Pope Francis on Sunday asked the world's 1.3 billion Catholics to stop for a moment of prayer and reflection on the 75th anniversary of the liberation of the Nazi death camp at Auschwitz and say "Never Again".
The pope mentioned Monday's anniversary during his weekly noon address and blessing to tens of thousands of people in St. Peter's Square.
"Indifference is inadmissible before this enormous tragedy, this atrocity, and memory is a duty. Tomorrow, we are all invited to stop for a moment of prayer and reflection, each one of us saying in our own heart: 'never again, never again,'" he said.
More than one million people, most of them Jews, were killed at the Auschwitz-Birkenau camp during World War Two. Overall, some six million Jews died in the Holocaust.
At Francis' orders, the Vatican in March will open its secret archives on the wartime pontificate of Pope Pius XII, a historic move that Jews have sought for decades.
Some Jews say Pius, who reigned from 1939 to 1958, did not do enough to help those facing persecution by Nazi Germany and turned a blind eye to the Holocaust.
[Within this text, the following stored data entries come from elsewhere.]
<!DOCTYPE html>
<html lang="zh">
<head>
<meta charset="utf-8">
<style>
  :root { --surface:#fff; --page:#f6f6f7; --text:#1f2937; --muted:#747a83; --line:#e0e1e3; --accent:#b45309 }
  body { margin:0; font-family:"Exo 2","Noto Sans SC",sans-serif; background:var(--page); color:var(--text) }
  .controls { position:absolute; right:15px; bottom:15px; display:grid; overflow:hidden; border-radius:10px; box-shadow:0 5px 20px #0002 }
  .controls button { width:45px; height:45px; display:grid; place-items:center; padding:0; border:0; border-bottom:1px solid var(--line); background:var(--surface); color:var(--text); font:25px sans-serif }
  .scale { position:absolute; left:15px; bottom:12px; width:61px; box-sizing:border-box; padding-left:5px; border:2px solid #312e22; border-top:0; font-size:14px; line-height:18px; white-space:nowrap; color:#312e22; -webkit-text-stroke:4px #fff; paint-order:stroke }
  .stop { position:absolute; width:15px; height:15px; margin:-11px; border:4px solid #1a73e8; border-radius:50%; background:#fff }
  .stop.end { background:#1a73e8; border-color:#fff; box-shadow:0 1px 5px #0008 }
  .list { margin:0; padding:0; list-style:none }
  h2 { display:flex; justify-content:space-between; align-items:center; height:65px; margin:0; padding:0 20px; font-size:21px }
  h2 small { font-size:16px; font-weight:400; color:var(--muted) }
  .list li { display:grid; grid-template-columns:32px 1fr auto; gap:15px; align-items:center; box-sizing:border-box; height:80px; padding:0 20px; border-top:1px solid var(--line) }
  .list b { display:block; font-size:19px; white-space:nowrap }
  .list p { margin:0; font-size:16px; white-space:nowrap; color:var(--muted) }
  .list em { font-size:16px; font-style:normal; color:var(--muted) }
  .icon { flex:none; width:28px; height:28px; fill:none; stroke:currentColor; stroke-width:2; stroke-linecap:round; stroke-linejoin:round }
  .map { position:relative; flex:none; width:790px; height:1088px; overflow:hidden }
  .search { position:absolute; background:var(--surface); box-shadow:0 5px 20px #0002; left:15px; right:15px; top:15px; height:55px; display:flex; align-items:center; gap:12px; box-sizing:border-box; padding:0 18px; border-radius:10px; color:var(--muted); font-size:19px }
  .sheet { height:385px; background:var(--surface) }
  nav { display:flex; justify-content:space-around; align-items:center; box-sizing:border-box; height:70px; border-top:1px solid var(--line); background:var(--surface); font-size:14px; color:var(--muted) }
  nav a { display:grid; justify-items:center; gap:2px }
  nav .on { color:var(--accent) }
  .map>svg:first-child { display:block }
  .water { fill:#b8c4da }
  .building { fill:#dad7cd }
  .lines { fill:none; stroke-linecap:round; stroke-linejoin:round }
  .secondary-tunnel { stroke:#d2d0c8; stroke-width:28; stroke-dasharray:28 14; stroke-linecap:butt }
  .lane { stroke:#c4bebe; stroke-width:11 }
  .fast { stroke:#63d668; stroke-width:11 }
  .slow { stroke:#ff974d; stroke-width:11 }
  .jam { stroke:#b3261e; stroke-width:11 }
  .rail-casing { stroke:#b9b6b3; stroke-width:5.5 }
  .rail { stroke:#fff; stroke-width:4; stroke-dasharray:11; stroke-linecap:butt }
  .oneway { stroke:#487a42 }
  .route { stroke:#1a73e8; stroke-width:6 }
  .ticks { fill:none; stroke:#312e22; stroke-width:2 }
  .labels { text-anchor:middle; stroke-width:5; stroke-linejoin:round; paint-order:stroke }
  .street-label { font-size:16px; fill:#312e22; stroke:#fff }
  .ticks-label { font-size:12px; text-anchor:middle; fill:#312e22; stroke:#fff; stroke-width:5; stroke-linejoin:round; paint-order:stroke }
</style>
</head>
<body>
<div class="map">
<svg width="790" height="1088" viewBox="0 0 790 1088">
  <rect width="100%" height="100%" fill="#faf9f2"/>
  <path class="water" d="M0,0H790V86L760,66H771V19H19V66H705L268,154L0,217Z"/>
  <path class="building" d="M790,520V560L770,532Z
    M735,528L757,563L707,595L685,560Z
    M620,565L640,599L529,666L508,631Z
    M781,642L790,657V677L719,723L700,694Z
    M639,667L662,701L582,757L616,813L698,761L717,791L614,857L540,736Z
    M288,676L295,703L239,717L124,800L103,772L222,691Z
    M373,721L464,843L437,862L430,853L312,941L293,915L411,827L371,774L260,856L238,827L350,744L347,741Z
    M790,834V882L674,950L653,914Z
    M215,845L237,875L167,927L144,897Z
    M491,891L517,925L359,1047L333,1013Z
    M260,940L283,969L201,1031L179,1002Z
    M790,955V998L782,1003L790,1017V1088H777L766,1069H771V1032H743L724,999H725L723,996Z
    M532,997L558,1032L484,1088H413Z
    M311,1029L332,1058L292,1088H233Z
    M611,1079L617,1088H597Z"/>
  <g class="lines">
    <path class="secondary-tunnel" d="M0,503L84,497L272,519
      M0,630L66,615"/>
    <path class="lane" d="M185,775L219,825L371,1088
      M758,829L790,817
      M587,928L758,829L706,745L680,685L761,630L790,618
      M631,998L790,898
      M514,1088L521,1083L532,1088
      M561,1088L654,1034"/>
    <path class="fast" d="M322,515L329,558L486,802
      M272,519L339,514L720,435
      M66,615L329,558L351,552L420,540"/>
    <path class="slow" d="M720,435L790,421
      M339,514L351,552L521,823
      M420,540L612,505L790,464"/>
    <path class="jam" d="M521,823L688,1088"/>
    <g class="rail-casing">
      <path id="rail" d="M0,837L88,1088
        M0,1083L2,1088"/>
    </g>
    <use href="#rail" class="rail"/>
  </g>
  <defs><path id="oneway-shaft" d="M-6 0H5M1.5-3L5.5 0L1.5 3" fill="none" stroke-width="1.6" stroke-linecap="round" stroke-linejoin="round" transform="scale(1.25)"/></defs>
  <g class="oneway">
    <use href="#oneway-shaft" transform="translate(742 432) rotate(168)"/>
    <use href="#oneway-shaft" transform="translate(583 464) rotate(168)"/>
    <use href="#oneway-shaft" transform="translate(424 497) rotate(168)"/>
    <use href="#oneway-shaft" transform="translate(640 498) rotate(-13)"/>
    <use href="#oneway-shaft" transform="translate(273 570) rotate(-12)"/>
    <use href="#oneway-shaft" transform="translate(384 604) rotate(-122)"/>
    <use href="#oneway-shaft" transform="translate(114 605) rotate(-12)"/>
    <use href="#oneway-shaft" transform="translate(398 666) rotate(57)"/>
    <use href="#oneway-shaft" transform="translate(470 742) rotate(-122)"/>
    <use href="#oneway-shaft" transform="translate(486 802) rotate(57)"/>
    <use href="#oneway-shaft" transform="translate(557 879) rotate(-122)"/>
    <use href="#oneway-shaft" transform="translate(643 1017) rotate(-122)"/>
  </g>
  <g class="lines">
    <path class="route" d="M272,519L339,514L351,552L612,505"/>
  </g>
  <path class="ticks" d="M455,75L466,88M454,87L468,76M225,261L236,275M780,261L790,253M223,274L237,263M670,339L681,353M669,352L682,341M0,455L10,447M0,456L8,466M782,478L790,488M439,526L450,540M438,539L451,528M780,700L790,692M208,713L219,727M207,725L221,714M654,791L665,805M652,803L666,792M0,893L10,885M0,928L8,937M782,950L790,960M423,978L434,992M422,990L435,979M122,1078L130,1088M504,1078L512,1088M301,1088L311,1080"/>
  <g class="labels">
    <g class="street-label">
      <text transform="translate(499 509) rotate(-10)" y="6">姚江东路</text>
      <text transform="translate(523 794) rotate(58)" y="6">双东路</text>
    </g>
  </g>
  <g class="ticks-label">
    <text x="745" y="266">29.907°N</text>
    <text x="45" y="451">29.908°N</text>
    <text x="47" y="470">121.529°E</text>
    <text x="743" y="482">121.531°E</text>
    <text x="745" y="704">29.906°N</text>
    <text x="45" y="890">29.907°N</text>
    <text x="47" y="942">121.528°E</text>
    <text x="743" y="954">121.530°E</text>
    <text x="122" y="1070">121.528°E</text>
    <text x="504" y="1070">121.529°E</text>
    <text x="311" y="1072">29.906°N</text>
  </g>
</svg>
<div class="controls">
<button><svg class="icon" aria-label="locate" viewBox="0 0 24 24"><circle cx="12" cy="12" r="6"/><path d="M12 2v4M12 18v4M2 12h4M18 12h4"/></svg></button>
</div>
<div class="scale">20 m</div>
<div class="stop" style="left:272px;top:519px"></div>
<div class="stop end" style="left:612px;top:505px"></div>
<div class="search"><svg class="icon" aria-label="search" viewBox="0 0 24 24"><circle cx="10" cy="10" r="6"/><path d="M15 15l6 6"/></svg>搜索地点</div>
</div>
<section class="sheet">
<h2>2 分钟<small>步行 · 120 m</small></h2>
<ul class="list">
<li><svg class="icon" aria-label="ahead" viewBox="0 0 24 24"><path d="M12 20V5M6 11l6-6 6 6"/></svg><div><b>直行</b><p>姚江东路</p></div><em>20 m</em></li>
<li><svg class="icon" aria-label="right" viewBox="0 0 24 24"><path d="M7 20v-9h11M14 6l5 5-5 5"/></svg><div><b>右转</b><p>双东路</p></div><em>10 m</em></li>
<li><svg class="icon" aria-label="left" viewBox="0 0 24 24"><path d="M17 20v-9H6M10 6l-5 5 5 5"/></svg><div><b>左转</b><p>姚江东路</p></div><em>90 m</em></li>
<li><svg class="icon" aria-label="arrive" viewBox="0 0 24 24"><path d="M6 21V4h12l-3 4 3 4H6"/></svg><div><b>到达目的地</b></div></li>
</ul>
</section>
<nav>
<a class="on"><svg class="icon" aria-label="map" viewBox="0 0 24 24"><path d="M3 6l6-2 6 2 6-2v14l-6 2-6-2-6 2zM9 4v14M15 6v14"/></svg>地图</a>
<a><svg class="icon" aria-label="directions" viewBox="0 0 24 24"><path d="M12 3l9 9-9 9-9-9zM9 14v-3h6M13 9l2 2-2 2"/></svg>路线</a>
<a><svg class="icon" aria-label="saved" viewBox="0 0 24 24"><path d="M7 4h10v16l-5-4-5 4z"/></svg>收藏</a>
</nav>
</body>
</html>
The Vatican maintains that Pius chose to work behind the scenes.
The pope's appeal to his own flock on Sunday comes amid a backdrop of rising anti-Semitism in Europe and the United States. Last week, Francis called the rise a "barbaric resurgence".
On Friday, anti-Semitic graffiti was found scrawled on the door of the home of a son of a Holocaust survivor in northern Italy.
The words "Juden Hier" (Jews Here) were written above a Star of David on the door, recalling the signs put on buildings in Nazi Germany to mark the homes and businesses of Jews.
Last month in eastern France, scores of Jewish graves were found desecrated in a cemetery, hours before lawmakers adopted a resolution equating anti-Zionism with anti-Semitism.
France has Europe's biggest Jewish community - around 550,000 - and anti-Semitic attacks are common, with more than 500 alone in 2018.
A global survey by the U.S.-based Anti-Defamation League in November found that anti-Semitic attitudes had increased in many places around the world and significantly in Eastern and Central Europe. It also found that large percentages of people in Eastern and Western European countries think Jews talk too much about the Holocaust.
Before he became pope and was still archbishop of his native Buenos Aires, Francis co-authored a book with his friend, Argentine rabbi Abraham Skorka.
In 2016, Francis visited Rome's main synagogue, in the former ghetto established by his predecessor Pope Paul IV in 1555 and where Jews were confined until the 19th century.